生徒会の皆さんと裏庭で雪玉を投げ合ってます。

「琥雪さん。雪玉に石を入れてはいけませんよ。」
「何言ってるの。これはちょっと汚れた雪の塊だから。石じゃないから。」
「琥雪さん…」
「琥雪ちゃん、水で固めるのってアリかな!?」
「アリ。」
「…そのためのジョウロでしたか」

チームは青空、月子ちゃん、私で、現在は雪玉をせっせとつくっている。

「向こうもなかなか玉切れしないねぇ。」
「しぶといですね。」
「でも、その分たくさん作れるね。」
「はい。琥雪さんは雪玉をつくっていてください。石なしで。」
「はいはい。」

「ぬぬ〜。反撃してこないぞ?」
「颯斗が何か考えてやがるな…」


どうやら向こうは玉切れしたらしい。

「今です!」

青空の一声で玉を投げ始める。向こうも反撃してくるが、雪玉をつくる分タイムロスがある。
断然、こちらが有利。
月子ちゃんの玉は見事に不知火先輩にあたったらしい。何か変なうめき声が聞こえた。

「何でこんな固いんだよ!?」
「水で固めましたけど、特にルールもなかったので、問題はありません。」
「琥雪ー!!」
「何か。」
「くそっ!腹立つ!」
「ぬわ〜!!ぬいぬい危ない!!そらそらが…!」
「ぐえっ…!」
「不知火先輩OUT。」
「えいっ!」
「ぬあーっ!!」
「天羽OUT。」
「僕たちの勝ちですね。

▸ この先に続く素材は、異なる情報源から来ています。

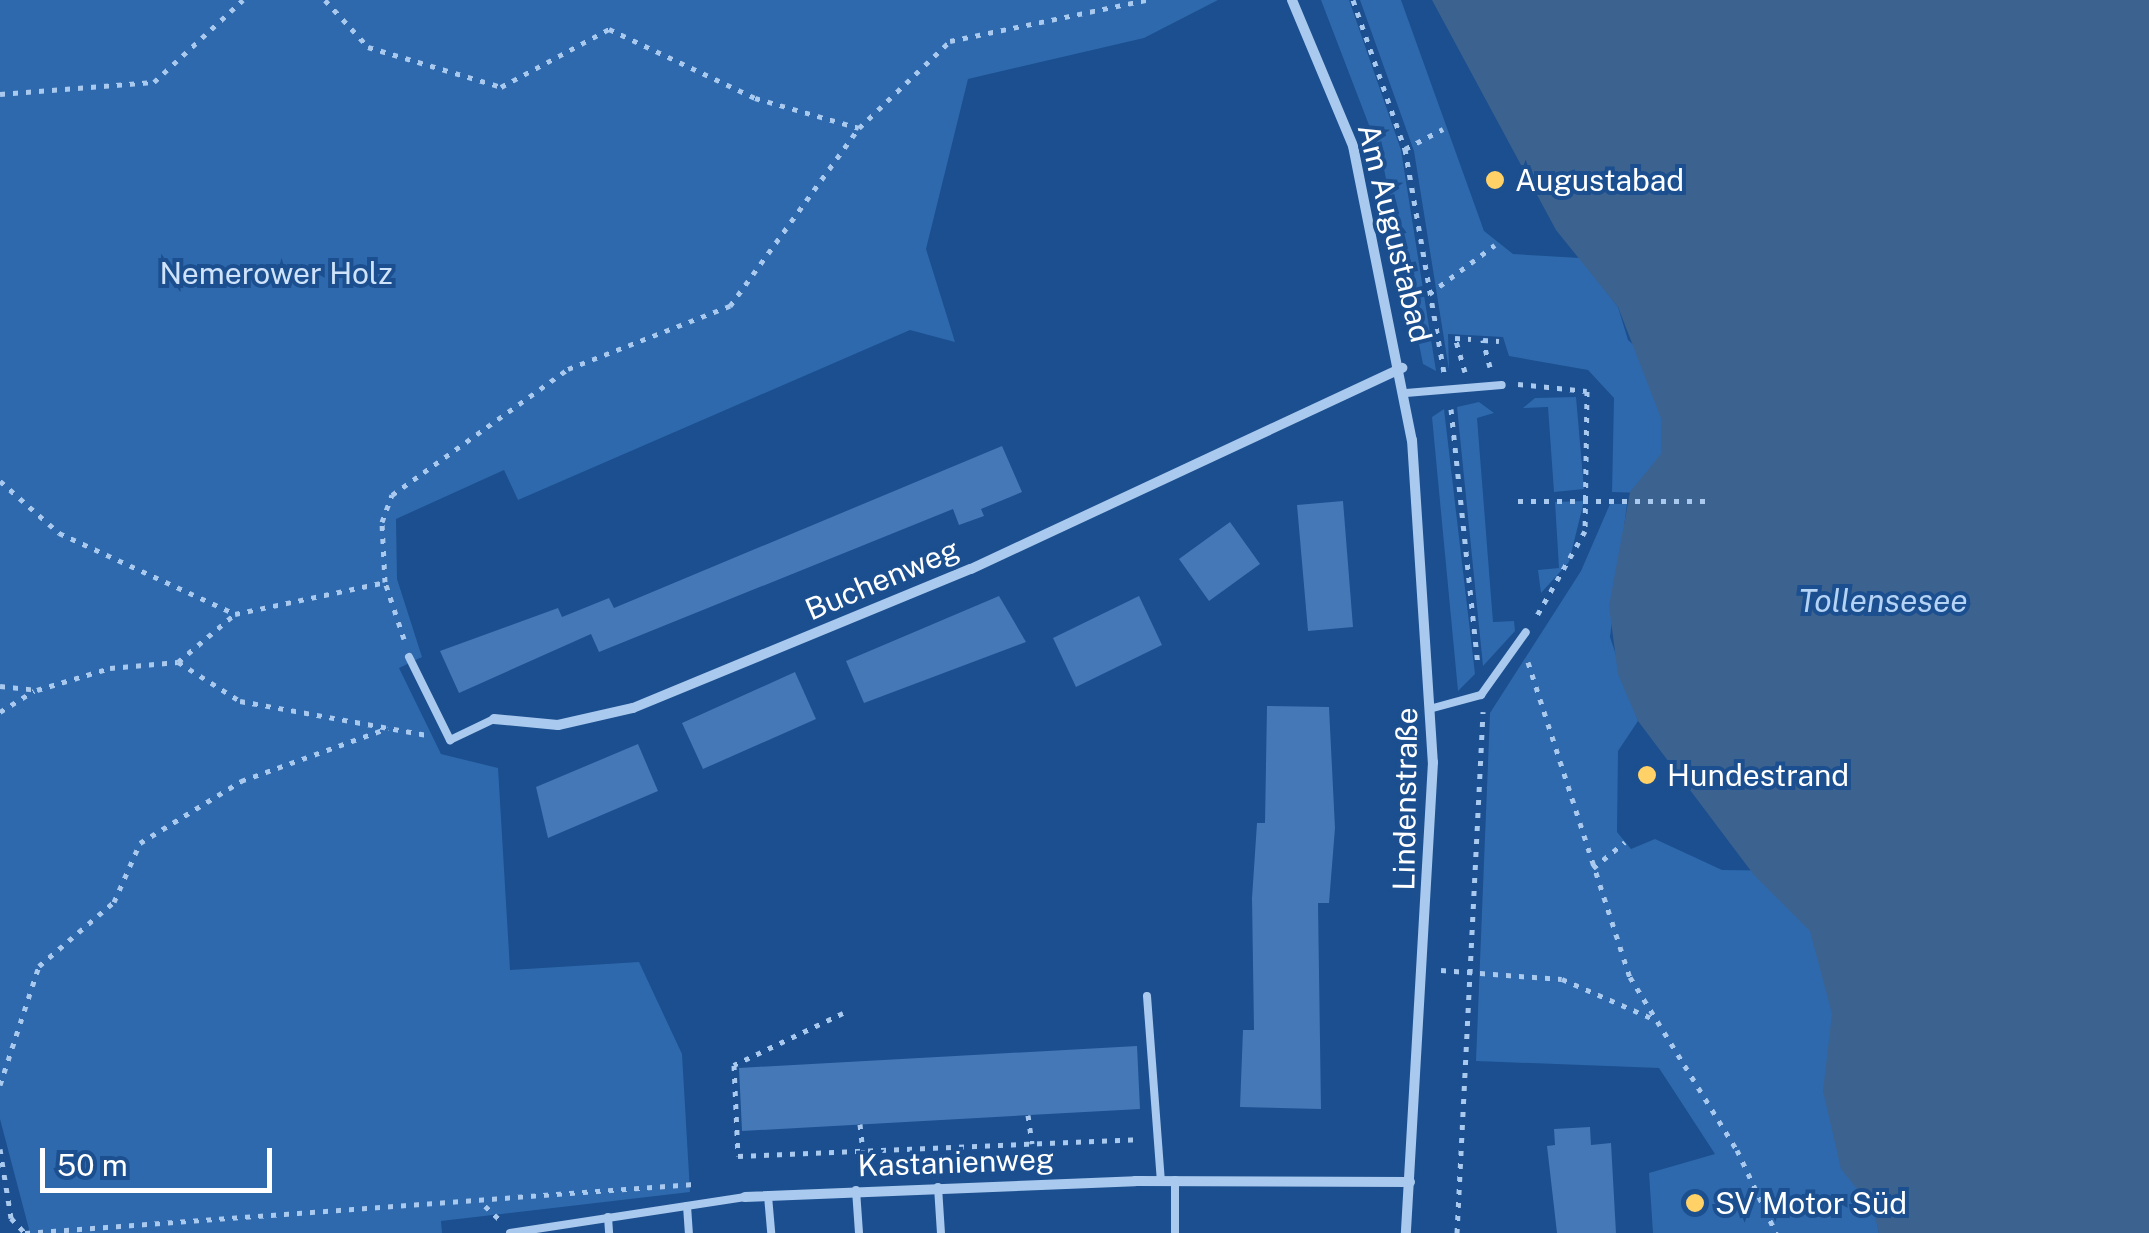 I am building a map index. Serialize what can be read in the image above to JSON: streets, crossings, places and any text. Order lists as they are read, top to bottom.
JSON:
{
  "streets": {
    "street": [
      "Am Augustabad",
      "Buchenweg",
      "Lindenstraße",
      "Kastanienweg"
    ]
  },
  "crossings": [
    ["Am Augustabad", "Buchenweg"],
    ["Am Augustabad", "Lindenstraße"],
    ["Buchenweg", "Lindenstraße"],
    ["Lindenstraße", "Kastanienweg"]
  ],
  "water": ["Tollensesee"],
  "parks": ["Nemerower Holz"],
  "places": ["Augustabad", "Hundestrand", "SV Motor Süd"],
  "scale_bar": "50 m"
}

」

月子ちゃんの玉が天羽にあたり、私たちの完全勝利だ。

「眠…」
「冷えましたし、生徒会室に戻りましょうか。」
「ったく、お前ら容赦ねぇな…」
「ぬー、お腹空いたー」
「はやく戻ってお茶にしよ。」


コートのポケットに手を突っ込んで足跡を踏んでいく。
冬はまだ終わりそうにない。

「琥雪ちゃーん!」
「置いてくぞー!」
「はいはい。」

雪に映る影の色を表す術を私はまだ、知らないでいた。